Every line of the data below should be retyped exactly, with no images carried over.

= Beginning of Section =

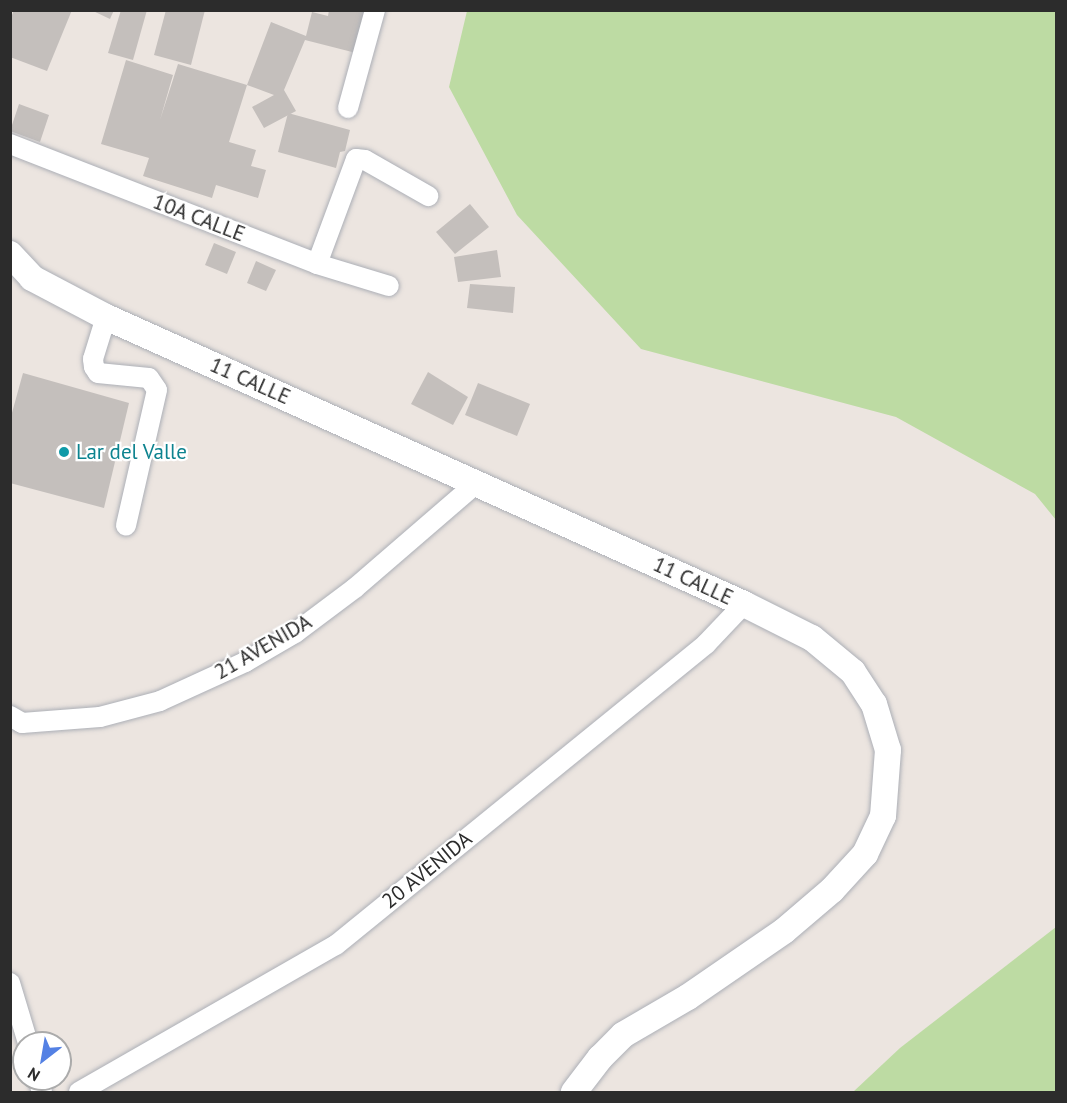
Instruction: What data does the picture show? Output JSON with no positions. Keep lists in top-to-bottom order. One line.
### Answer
{"streets":{"street":["10A CALLE","11 CALLE","21 AVENIDA","20 AVENIDA"]},"crossings":[["11 CALLE","21 AVENIDA"],["11 CALLE","20 AVENIDA"]],"places":["Lar del Valle"],"north":"bottom left"}
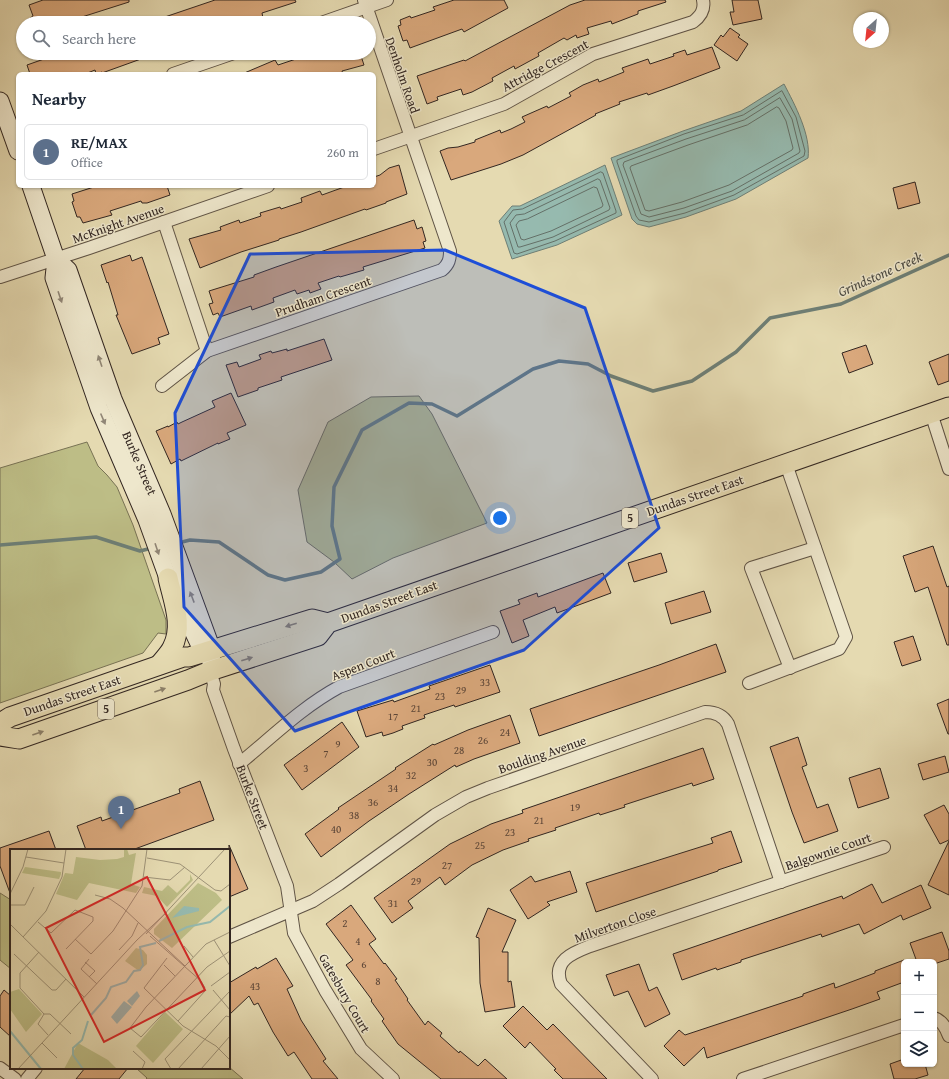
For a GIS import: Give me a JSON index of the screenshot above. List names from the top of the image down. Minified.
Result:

= End of Section =

REPLY:
Instruction: What data does the picture show? Output JSON with no positions. Keep lists in top-to-bottom order. One line.
### Answer
{"streets":{"street":["10A CALLE","11 CALLE","21 AVENIDA","20 AVENIDA"]},"crossings":[["11 CALLE","21 AVENIDA"],["11 CALLE","20 AVENIDA"]],"places":["Lar del Valle"],"north":"bottom left"}
For a GIS import: Give me a JSON index of the screenshot above. List names from the top of the image down. Minified.
Result:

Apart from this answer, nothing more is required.